Currently, clinicians judge the value of a therapy almost entirely based on tumor size. After therapy begins, patients have a baseline CT scan followed by periodic follow-up scans. If the tumor decreases, the treatment appears to be effective, whereas growth indicates that the patient’s illness is worsening.
However, with immunotherapy, this is not always the case, as studies have shown that tumor size and growth do not always correspond with overall survival.
Most of the existing response criteria were designed some decades ago to measure the response to systemic treatments like chemotherapy, explains Laurent Dercle, MD, PhD, an associate research scientist in the Department of Radiology at VP&S. “Immunotherapy has created new patterns of response and progression, with some patients experiencing a temporary rise in tumor growth followed by a response.” As a result, we needed to develop new measures to predict therapy success. “
Tumors may evolve biologically throughout the course of a patient’s condition in ways that are more complex than a simple measurement of size can indicate. As an example, the researchers discovered that their machine learning algorithm performed best when it took into account not only tumor volume and growth, but also tumor spatial heterogeneity, or the non-uniform distribution of cancer cells across disease sites, and texture, which examines the variation of pixel intensities across the tumor CT image.
The algorithm was verified using data from 287 patients with advanced melanoma who took part in the multicenter clinical trials KEYNOTE-002 (link is external and opens in a new window) and KEYNOTE-006 (link is external and opens in a new window) that used the immunotherapy medication pembrolizumab. The radiomic signature, which used baseline and 3-month follow-up CT images, was able to predict overall survival at 6 months with a high degree of accuracy. Indeed, it surpassed the usual method based on tumor diameter, known as Response Evaluation Criteria in Solid Tumors 1.1 (RECIST 1.1), which is routinely used in clinical studies to evaluate treatment efficacy.

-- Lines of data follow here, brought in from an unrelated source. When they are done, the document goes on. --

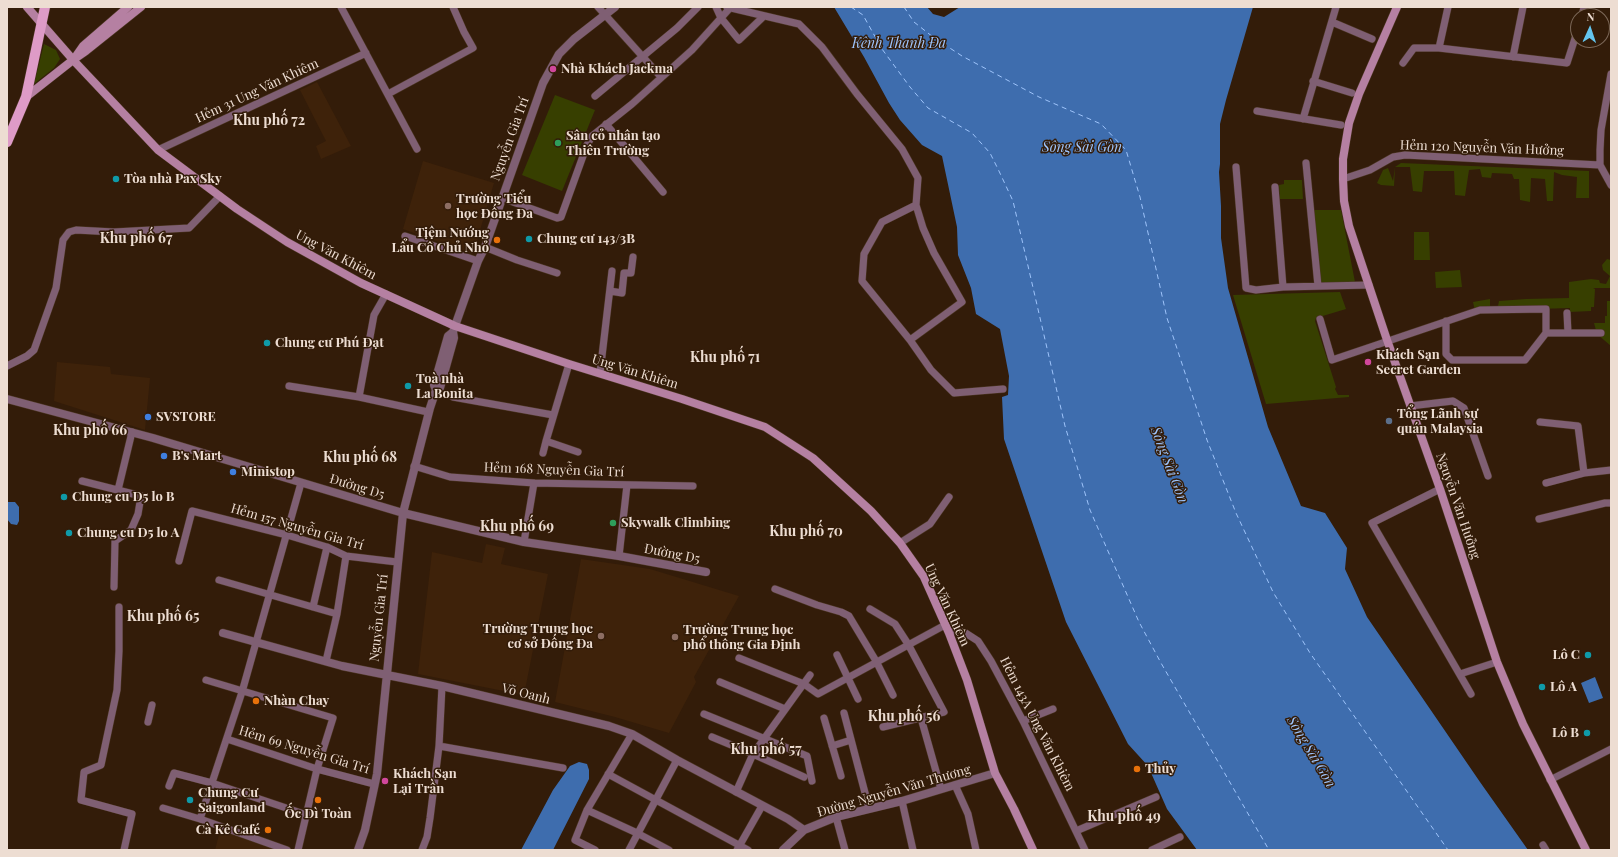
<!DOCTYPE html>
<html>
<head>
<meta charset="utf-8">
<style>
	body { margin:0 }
	#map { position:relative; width:1618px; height:857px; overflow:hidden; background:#331c09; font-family:"Playfair Display",serif }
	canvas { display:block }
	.frame { position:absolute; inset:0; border:8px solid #edddd2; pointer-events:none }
	.north { position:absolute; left:1570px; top:8px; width:40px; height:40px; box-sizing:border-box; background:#331c09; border:1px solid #7d6959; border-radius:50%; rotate:3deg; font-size:11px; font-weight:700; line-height:16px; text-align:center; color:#edddd2 }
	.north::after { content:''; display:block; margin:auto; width:14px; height:18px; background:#64c5ee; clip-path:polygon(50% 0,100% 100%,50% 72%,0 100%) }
</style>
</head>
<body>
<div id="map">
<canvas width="1618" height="857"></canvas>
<div class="frame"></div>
<div class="north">N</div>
</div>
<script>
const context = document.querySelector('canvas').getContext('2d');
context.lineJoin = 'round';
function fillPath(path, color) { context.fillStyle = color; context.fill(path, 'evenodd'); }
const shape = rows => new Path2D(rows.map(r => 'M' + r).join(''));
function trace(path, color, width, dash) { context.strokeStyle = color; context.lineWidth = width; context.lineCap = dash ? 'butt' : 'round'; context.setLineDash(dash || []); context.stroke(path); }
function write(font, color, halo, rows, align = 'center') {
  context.font = font + ' "Playfair Display",serif'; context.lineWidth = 3; context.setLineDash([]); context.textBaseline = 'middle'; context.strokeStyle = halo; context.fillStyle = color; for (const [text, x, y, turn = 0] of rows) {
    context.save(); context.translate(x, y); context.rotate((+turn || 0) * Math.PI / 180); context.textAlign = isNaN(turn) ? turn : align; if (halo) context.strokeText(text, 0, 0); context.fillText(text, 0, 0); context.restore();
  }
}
fillPath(shape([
	[317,82,351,146,321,159,316,146,326,141,300,90],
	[423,161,494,183,473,254,403,229],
	[57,362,110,367,111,374,150,378,145,430,54,401],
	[486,544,505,548,501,564,548,574,524,695,418,674,432,552,482,563],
	[581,559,650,569,739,596,694,677,696,682,669,733,615,717,555,702],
	[220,831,255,841,277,850,215,850]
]), '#3e220a');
fillPath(shape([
	[44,44,56,50,60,59,54,68,34,84],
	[555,95,595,110,562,191,522,175],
	[1401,163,1589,171,1589,198,1576,198,1577,177,1562,175,1554,172,1553,201,1547,201,1545,179,1531,178,1530,202,1520,200,1519,179,1514,179,1512,174,1492,173,1491,178,1482,177,1480,169,1469,170,1465,196,1455,195,1454,171,1424,171,1422,192,1413,191,1410,167,1395,167,1394,186,1381,185,1377,183,1383,170,1388,168,1393,181,1395,167],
	[1284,180,1302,180,1303,199,1280,199,1279,185,1284,184],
	[1314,210,1341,210,1355,282,1321,282],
	[1414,232,1429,232,1430,260,1414,260],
	[1607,259,1611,260,1611,288,1593,288,1595,289,1594,307,1591,307,1591,311,1570,312,1570,308,1475,311,1473,302,1490,299,1490,306,1498,306,1499,301,1526,299,1569,298,1569,282,1591,279,1599,280,1600,283,1606,284,1610,276,1603,270,1602,265],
	[1460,270,1462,287,1436,288,1435,272],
	[1340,292,1346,309,1316,318,1315,321,1336,387,1335,389,1338,395,1349,395,1349,397,1266,404,1233,295],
	[1607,301,1611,301,1611,346,1597,334,1594,323,1605,323,1605,316,1607,316]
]), '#373f00');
fillPath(shape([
	[834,7,927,7,933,14,944,17,960,7,1253,7,1226,100,1220,124,1220,164,1219,172,1221,206,1221,238,1228,288,1268,427,1301,506,1325,513,1347,548,1345,569,1367,617,1480,782,1528,850,1197,850,1167,809,1148,766,1128,744,1066,622,1004,439,1002,397,1008,395,1009,376,1000,329,976,314,971,288,958,255,957,227,942,156,922,145,900,120,889,103,864,57],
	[7,502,15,502,19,507,19,521,17,525,11,524,7,519],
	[1595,677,1603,698,1589,703,1581,683],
	[579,762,587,764,589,770,589,779,553,850,521,850,553,790,570,766]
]), '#3e6dae');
trace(shape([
	[851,7,863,15,882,49,910,87,928,108,972,133,990,153,998,169,1013,201,1065,426,1090,510,1139,622,1161,663,1269,850],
	[904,7,914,22,933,37,962,56,1039,97,1101,124,1126,150,1140,197,1167,318,1207,440,1236,513,1273,592,1310,653,1448,850]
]), '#9ec4fb', 1, [5, 4]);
const minor = shape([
	[341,7,417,149],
	[598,7,661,77],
	[716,7,721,18,739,40,764,16],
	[727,7,799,24,822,47,857,94,902,149,918,178,916,205,923,228,934,253,962,302,910,340,931,370,954,393,1003,389],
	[1582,16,1584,7],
	[1332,22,1372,39],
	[1439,48,1448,7],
	[1513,57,1523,7],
	[1403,63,1414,48,1439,48,1567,63,1578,29],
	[1611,74,1601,130,1600,150,1600,165,1611,185],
	[1313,81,1352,93],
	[388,94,473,48,464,32,453,7],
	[595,96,677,28,698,7],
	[1257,111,1341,125],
	[1303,119,1336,7],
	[606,124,663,192],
	[158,150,366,53],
	[1306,163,1318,286],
	[1236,167,1246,288,1256,290,1283,287,1369,285],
	[1343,179,1370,170,1393,157,1405,155,1600,165],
	[1275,187,1283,287],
	[502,198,557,218,561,217,587,145,592,136,632,104,692,50,730,8],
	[405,236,478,261],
	[485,247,517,260,557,273],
	[610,291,622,293,624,273,631,273,633,257],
	[1567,313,1568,333],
	[1320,319,1332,360,1480,310,1546,309,1546,333],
	[1446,321,1446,354,1452,360,1525,360,1546,333,1601,333],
	[910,340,862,281,864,254,882,222,916,205],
	[569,364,546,441,578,452],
	[7,366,27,356,34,350,56,288,63,240,69,232,76,230,114,232,189,228,220,196],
	[600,373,612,271],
	[289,386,359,397,428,412],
	[359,397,374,315,386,294],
	[453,397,553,415],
	[1410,406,1453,401,1464,408,1488,476],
	[1540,422,1578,426,1584,473],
	[543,453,546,441],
	[414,466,450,477,534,483,693,486],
	[82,481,141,496,138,514,131,530,115,541,114,587],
	[1546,483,1584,473,1611,470],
	[1440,489,1372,523,1471,694],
	[118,490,132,432],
	[1539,519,1605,503,1611,503],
	[524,542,534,483],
	[900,543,930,524,949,497],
	[619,556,627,485],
	[179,561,192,511,287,535,327,547,346,556,397,562],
	[219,580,337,614],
	[775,589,817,605,841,612,849,616,876,661,893,695],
	[119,607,119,651,117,690,111,718,101,765,84,772,81,800,132,814,124,850],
	[313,607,327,547],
	[870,609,895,624,908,644,944,712,883,727],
	[949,633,956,630,964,632,978,641,991,661,1023,721,1085,850],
	[837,655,858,699],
	[739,658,804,684,818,694,945,625],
	[326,661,337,614,346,556],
	[1460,674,1497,662],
	[206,680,333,718,317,769,298,850],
	[720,682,785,709],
	[844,713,869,808],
	[704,714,807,756,812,781],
	[824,718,841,776],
	[921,718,941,789],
	[1023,721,1053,709],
	[148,722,152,705],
	[712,737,753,754,804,777],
	[227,739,317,769,374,784],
	[439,746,563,768],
	[832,746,851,740],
	[608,774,748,850],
	[1550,780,1611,749],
	[955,785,968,814,976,850],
	[169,786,174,773,212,783,307,815],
	[736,792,753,754,810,675],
	[902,801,913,850],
	[163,808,200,819,287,850],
	[587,810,637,833,669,850],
	[836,817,845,850],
	[200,819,242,692,301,483],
	[1076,831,1156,797],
	[1543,845,1546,850],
	[422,850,427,837,430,818,439,746,442,686],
	[595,850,575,840,587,810,632,734],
	[629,850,677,760],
	[737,850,762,806],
	[1152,850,1180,837]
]);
const tertiary = shape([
	[436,390,434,385,448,336,453,332],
	[7,399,153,438,403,513,524,542,619,556,706,572],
	[223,633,342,666,442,686,609,726,632,734,677,760,788,819,804,830],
	[358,850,365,830,377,774,403,513,430,408,436,390,440,388,454,338,453,332,455,326,478,261,485,247,543,83,559,54,574,39,615,7],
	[783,850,804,830,836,817,902,801,995,773]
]);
const secondary = shape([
	[27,7,75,62,158,150,237,209,287,242,361,283,455,326,569,364,682,399,765,427,813,458,871,511,900,543,924,577,949,633,967,680,995,773,1014,809,1033,850],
	[1397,7,1359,94,1349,123,1343,159,1343,179,1344,201,1349,226,1387,340,1440,489,1497,662,1523,724,1586,850],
	[76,56,83,46,128,7],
	[26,97,73,60,86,51,141,7]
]);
const primary = shape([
	[7,142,26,97,45,7]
]);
trace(minor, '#4d3725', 8);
trace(tertiary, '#4d3725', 9);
trace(secondary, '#4d3725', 9);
trace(primary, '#4d3725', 11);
trace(minor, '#7f5f73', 7);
trace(tertiary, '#7f5f73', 8);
trace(secondary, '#b580a2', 8);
trace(primary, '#de9bc7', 10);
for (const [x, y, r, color] of [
	[553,69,4,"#d1479c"],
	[558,143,4,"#2e9e5b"],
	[116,179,4,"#0f9aa8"],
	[448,206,4,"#8d6e63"],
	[529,239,4,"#0f9aa8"],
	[497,240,4,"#e8710a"],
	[267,343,4,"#0f9aa8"],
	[1368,362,4,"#d1479c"],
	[408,386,4,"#0f9aa8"],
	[148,417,4,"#3f7fe0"],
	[1389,421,4,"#5c6f8a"],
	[164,456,4,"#3f7fe0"],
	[233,472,4,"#3f7fe0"],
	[64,497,4,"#0f9aa8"],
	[613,523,4,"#2e9e5b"],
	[69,533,4,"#0f9aa8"],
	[601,636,4,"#8d6e63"],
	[675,637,4,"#8d6e63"],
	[1588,655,4,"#0f9aa8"],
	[1542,687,4,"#0f9aa8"],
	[256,701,4,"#e8710a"],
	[1587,733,4,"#0f9aa8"],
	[1137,769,4,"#e8710a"],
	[385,781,4,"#d1479c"],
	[190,800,4,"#0f9aa8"],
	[318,800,4,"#e8710a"],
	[268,830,4,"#e8710a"]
]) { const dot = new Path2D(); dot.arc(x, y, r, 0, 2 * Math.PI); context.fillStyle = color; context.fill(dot); trace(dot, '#331c09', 1.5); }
write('bold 13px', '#edddd2', '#331c09', [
	["Nhà Khách Jackma",561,69],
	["Sân cỏ nhân tạo",566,136],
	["Thiên Trường",566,151],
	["Tòa nhà Pax Sky",124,179],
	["Trường Tiểu",456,199],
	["học Đống Đa",456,214],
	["Tịệm Nướng",489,233,"right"],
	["Lẩu Cô Chủ Nhỏ",489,248,"right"],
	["Chung cư 143/3B",537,239],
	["Chung cư Phú Đạt",275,343],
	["Khách Sạn",1376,355],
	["Secret Garden",1376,370],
	["Toà nhà",416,379],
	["La Bonita",416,394],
	["Tổng Lãnh sự",1397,414],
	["quán Malaysia",1397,429],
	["SVSTORE",156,417],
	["B's Mart",172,456],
	["Ministop",241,472],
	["Chung cu D5 lo B",72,497],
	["Skywalk Climbing",621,523],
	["Chung cu D5 lo A",77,533],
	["Trường Trung học",593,629,"right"],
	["cơ sở Đống Đa",593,644,"right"],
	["Trường Trung học",683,630],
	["phổ thông Gia Định",683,645],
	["Lô C",1580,655,"right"],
	["Lô A",1550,687],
	["Nhàn Chay",264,701],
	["Lô B",1579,733,"right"],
	["Thủy",1145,769],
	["Khách Sạn",393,774],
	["Lại Trần",393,789],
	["Chung Cư",198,793],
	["Saigonland",198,808],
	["Ốc Dì Toàn",318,814,"center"],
	["Cà Kê Café",260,830,"right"]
], 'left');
write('13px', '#edddd2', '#331c09', [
	["Hẻm 31 Ung Văn Khiêm",257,91,-25],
	["Nguyễn Gia Trí",510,139,-70],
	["Hẻm 120 Nguyễn Văn Hưởng",1482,148,2],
	["Ung Văn Khiêm",336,255,28],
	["Ung Văn Khiêm",635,372,17],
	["Hẻm 168 Nguyễn Gia Trí",554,470,2],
	["Đường D5",357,487,17],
	["Nguyễn Văn Hưởng",1458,506,71],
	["Hẻm 157 Nguyễn Gia Trí",297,527,16],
	["Đường D5",672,554,11],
	["Ung Văn Khiêm",947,605,65],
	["Nguyễn Gia Trí",379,618,-84],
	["Võ Oanh",526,694,14],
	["Hẻm 143A Ung Văn Khiêm",1037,724,63],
	["Hẻm 69 Nguyễn Gia Trí",304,750,17],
	["Đường Nguyễn Văn Thương",894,791,-16]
]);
write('italic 14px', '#9ec4fb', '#331c09', [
	["Kênh Thanh Đa",899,44],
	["Sông Sài Gòn",1082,148],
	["Sông Sài Gòn",1169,465,69],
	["Sông Sài Gòn",1311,752,59]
]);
write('bold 14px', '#edddd2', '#331c09', [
	["Khu phố 72",269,121],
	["Khu phố 67",136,239],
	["Khu phố 71",725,358],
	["Khu phố 66",90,431],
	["Khu phố 68",360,458],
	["Khu phố 69",517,527],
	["Khu phố 70",806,532],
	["Khu phố 65",163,617],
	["Khu phố 56",904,717],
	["Khu phố 57",766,750],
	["Khu phố 49",1124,817]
]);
</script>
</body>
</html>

“With this artificial intelligence revolution, the area of radiology and imaging in general has never been more interesting,” adds Dr. Schwartz. “We’ve always looked at advancements in terms of new equipment, new tracers, and other such things.” However, this provides us with an opportunity to leverage the information we have from all of our imaging modalities in order to accelerate diagnosis, improve accuracy and precision, and provide patients with more effective treatments.”

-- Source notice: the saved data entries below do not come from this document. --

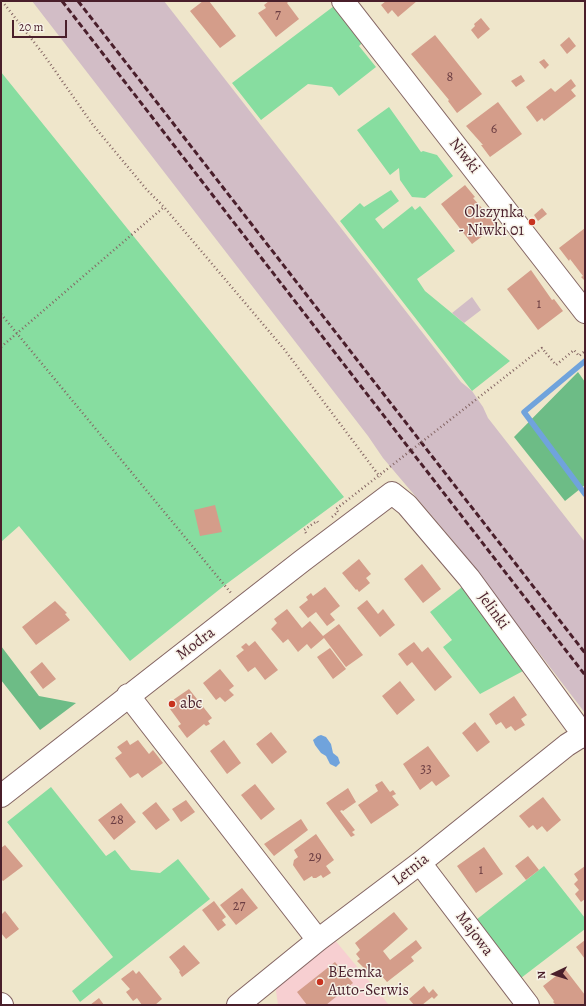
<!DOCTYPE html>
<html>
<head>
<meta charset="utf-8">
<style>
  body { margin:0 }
  #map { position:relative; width:586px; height:1006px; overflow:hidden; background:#efe6cb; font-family:Alegreya,serif }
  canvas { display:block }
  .frame { position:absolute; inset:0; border:2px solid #4a1f2b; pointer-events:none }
  .north { position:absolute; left:534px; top:954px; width:40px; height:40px; -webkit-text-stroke:3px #f7f3e8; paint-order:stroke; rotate:266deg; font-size:11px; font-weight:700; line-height:16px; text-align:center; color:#4a1f2b }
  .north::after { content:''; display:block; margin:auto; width:14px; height:18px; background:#4a1f2b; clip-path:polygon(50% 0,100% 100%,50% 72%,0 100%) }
  .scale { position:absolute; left:12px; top:20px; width:55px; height:18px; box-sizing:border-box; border:2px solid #4a1f2b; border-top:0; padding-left:5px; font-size:12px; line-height:14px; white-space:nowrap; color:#4a1f2b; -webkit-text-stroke:3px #f7f3e8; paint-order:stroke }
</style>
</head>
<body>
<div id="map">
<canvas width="586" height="1006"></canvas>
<div class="frame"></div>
<div class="north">N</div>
<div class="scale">20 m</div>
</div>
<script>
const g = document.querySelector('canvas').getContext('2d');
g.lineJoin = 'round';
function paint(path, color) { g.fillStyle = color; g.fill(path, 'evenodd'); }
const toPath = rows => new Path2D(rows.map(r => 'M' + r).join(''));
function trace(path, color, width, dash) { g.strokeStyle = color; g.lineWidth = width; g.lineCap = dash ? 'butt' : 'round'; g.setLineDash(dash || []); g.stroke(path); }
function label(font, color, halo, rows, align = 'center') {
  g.font = font + ' Alegreya,serif'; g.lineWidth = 3; g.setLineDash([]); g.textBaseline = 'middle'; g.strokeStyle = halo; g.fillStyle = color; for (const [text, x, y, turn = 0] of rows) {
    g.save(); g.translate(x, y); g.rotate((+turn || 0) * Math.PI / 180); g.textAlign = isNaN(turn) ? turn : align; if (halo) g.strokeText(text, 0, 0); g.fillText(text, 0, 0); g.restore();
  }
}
const built = toPath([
  [334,939,389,1005,278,1005,276,991,278,985]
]);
const industrial = toPath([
  [32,1,164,1,461,382,472,391,483,407,488,418,585,542,585,713,455,543,383,458,368,436],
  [472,297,481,310,464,323,452,313]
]);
const green = toPath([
  [334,6,362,43,359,46,376,67,339,96,332,87,308,84,261,120,232,83],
  [1,72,344,497,225,585,130,661,19,526,1,542],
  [389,107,421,152,423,151,437,155,453,176,425,198,412,197,400,180,399,168,390,175,357,130],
  [391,190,399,201,375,219,383,229,412,206,415,210,420,206,455,251,417,279,425,291,510,361,472,391,340,221,360,203,364,207],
  [462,587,490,624,523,671,480,694,443,647,452,640,430,612],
  [51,787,106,856,115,850,131,870,160,873,178,859,210,899,80,1002,72,991,113,957,7,822],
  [544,866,585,918,585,929,521,978,476,920]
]);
const forest = toPath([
  [578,372,585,382,585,485,565,501,514,437],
  [1,646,39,696,76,703,40,730,1,680]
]);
const water = toPath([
  [321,735,326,737,331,744,333,753,338,757,340,763,336,767,330,764,326,756,321,753,315,745,313,740,318,736]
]);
const stream = toPath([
  [585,361,524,412,585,494]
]);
const building = toPath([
  [203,1,209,1,236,36,220,48,190,11],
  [269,1,289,1,287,3,299,19,276,37,258,13,266,8,264,5],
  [386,1,417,1,398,17,392,10,388,14,381,5],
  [481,18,490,29,478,39,471,30,475,26,474,24],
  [435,35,482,94,457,113,448,101,449,100,411,54],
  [569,37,576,46,567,54,560,45],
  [544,59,549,65,545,69,539,62],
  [521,75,525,81,516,87,511,81],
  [571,79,576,86,571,90,576,96,544,121,542,118,537,122,526,107,551,88,555,92],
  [498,102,522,134,490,157,481,145,483,145,466,126],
  [465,185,475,197,473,198,497,225,472,244,441,204],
  [542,208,547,214,538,221,534,215],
  [585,228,585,281,581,277,583,276,570,259,569,261,559,248],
  [531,270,552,300,554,299,563,311,538,330,507,289],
  [215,505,222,532,200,536,194,510],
  [359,559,371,574,366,578,370,583,359,592,357,589,356,590,342,573],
  [422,564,441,589,423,603,404,579],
  [325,587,340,606,330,614,335,620,327,626,316,612,308,618,299,607,308,600,306,597,311,593,313,596],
  [367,600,378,614,383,609,395,625,380,637,357,608],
  [55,601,67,613,65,614,70,620,36,645,22,627],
  [287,609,302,628,310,621,323,636,339,624,363,655,346,667,324,638,311,649,307,644,298,652,288,639,283,643,271,629,277,623,274,619],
  [255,641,278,670,265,680,255,667,248,672,236,656,244,650,241,647,246,643,249,646],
  [414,642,422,652,428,647,452,677,435,691,412,662,407,666,398,654],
  [330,648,346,669,333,679,317,657],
  [42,662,56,679,43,689,30,672],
  [220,669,234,686,229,690,234,695,225,702,220,697,216,700,203,683],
  [400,681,415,700,397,715,382,696],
  [189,689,212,718,208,721,210,724,206,726,204,724,187,738,178,726,181,724,170,709,177,704,173,700],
  [514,696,527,715,521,719,525,725,515,731,511,726,506,729,501,722,496,725,489,714],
  [475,722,490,742,477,752,462,733],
  [271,732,287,752,272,764,256,744],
  [127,740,130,745,138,740,149,754,153,750,163,763,142,778,138,773,130,778,115,758,122,753,117,747],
  [224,740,241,763,227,774,210,751],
  [428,746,450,776,436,786,432,781,420,790,403,764],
  [382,781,390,792,393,790,396,794,392,796,399,805,371,824,358,805,378,791,375,785],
  [255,784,275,809,261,820,241,795],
  [348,788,356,802,343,811,342,810,340,811,355,830,352,832,355,835,351,837,326,803],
  [543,797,561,820,547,832,542,826,537,830,533,825,529,828,519,816],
  [186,800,195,812,181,822,172,809],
  [156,802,170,820,156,830,142,813],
  [121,803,136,822,114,840,98,820],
  [301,819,308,830,274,856,264,844],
  [316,834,334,860,326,866,331,873,323,878,321,875,316,878,313,878,312,876,304,881,293,865,294,860,298,857,294,850],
  [5,845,23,866,3,881,1,879,1,848],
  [484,847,503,874,476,893,457,866],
  [528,856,539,870,526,880,515,866],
  [585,866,585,899,581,902,575,894,579,890,574,884,578,880,574,874],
  [242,888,258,908,236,925,220,905],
  [214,901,226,917,222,920,226,925,218,931,202,910],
  [5,911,19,929,6,939,1,933,1,915],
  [394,912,408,929,383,951,390,960,416,940,422,948,411,957,414,961,387,982,374,967,368,972,357,961,360,959,356,954,360,950,355,943],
  [585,940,585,959,576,947],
  [184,945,200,963,182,977,179,972,180,971,169,957],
  [335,962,353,983,326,1005,307,1005,297,992],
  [565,969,585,995,585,1005,556,1005,553,1002,554,1001,543,986],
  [133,970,136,974,139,971,162,999,155,1005,142,1005,137,998,133,1001,126,992,130,989,121,979],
  [424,986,429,993,433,989,438,995,434,999,432,997,422,1005,414,1005,409,999],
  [99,998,104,1005,90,1005]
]);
const path = toPath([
  [2,1,44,55,93,125,147,190,164,207,284,349,380,477],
  [1,314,231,593],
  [1,347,164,207],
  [546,353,556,365,574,350,579,356,585,351],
  [306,533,304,530,317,521,319,524]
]);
const minor = toPath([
  [343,1,585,312],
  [128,695,318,940],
  [1,796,302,561,392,493,407,505,469,578,585,737],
  [420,863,528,1005],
  [1,1004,2,1005],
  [238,1005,318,940,420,863,567,745,583,735]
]);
const rail = toPath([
  [62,1,585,675],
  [78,1,585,653]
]);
const pathBridge = toPath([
  [332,517,338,512,336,509,542,348,546,353]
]);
const markers = [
  [532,222,4,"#c8321e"],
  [172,704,4,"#c8321e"],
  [320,982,4,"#c8321e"]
];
const numberNames = [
  ["7",278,16],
  ["8",450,78],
  ["6",494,130],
  ["1",539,305],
  ["33",426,770],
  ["28",117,821],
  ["29",315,858],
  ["1",481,871],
  ["27",239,907]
];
const streetNames = [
  ["Niwki",464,156,52],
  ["Jelinki",493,611,54],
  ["Modra",196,644,-37],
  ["Letnia",411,870,-38],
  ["Majowa",474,934,53]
];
const poiNames = [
  ["Olszynka",524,213,"right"],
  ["- Niwki 01",524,231,"right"],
  ["abc",180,704],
  ["BEemka",328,973],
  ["Auto-Serwis",328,991]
];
paint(built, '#f7cfd1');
paint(industrial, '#d2bdc6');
paint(green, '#87dda0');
paint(forest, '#6dbc86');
paint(water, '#70a3dc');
trace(stream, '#70a3dc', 5.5);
paint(building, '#d49d8a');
trace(minor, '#846563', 24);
trace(path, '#846563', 2.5, [1, 3]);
trace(minor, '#fff', 22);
trace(rail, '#4a1f2b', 3, [6, 3]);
trace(pathBridge, '#846563', 2.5, [1, 3]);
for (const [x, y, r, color] of markers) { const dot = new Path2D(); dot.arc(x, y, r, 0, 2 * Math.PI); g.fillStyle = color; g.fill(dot); trace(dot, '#f7f3e8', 1.5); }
label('14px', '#6c3e43', null, numberNames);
label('16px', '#4a1f2b', '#f7f3e8', streetNames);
label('16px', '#4a1f2b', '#f7f3e8', poiNames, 'left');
</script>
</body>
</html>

“Early Readout on Overall Survival of Patients With Melanoma Treated With Immunotherapy Using a Novel Imaging Analysis” is the title of the paper. All the
authors are from Columbia University: Laurent Dercle (University of Columbia), Binsheng Zhao (University of Columbia), Mithat Gönen (MSKCC), Chaya S. Moskowitz (MSKCC), Ahmed Firas (University of Columbia), Volkan Beylergil (University of Columbia), Dana E. Connors (National Institutes of Health), Hao Yang (University of Columbia), Lin Lu (University of Columbia), Tito Fojo (University of Columbia).Richard Carvajal (Columbia), Sanja Karovic (Inova Center for Personalized Health and Schar Cancer Institute), Michael L. Maitland (University of Virginia Cancer Center), Gregory V. Goldmacher (Merck & Co, Inc.), Geoffrey R. Oxnard (Dana Farber Cancer Institute), Michael A. Postow (MSKCC and Weill Cornell), and Lawrence H. Schwartz (Columbia).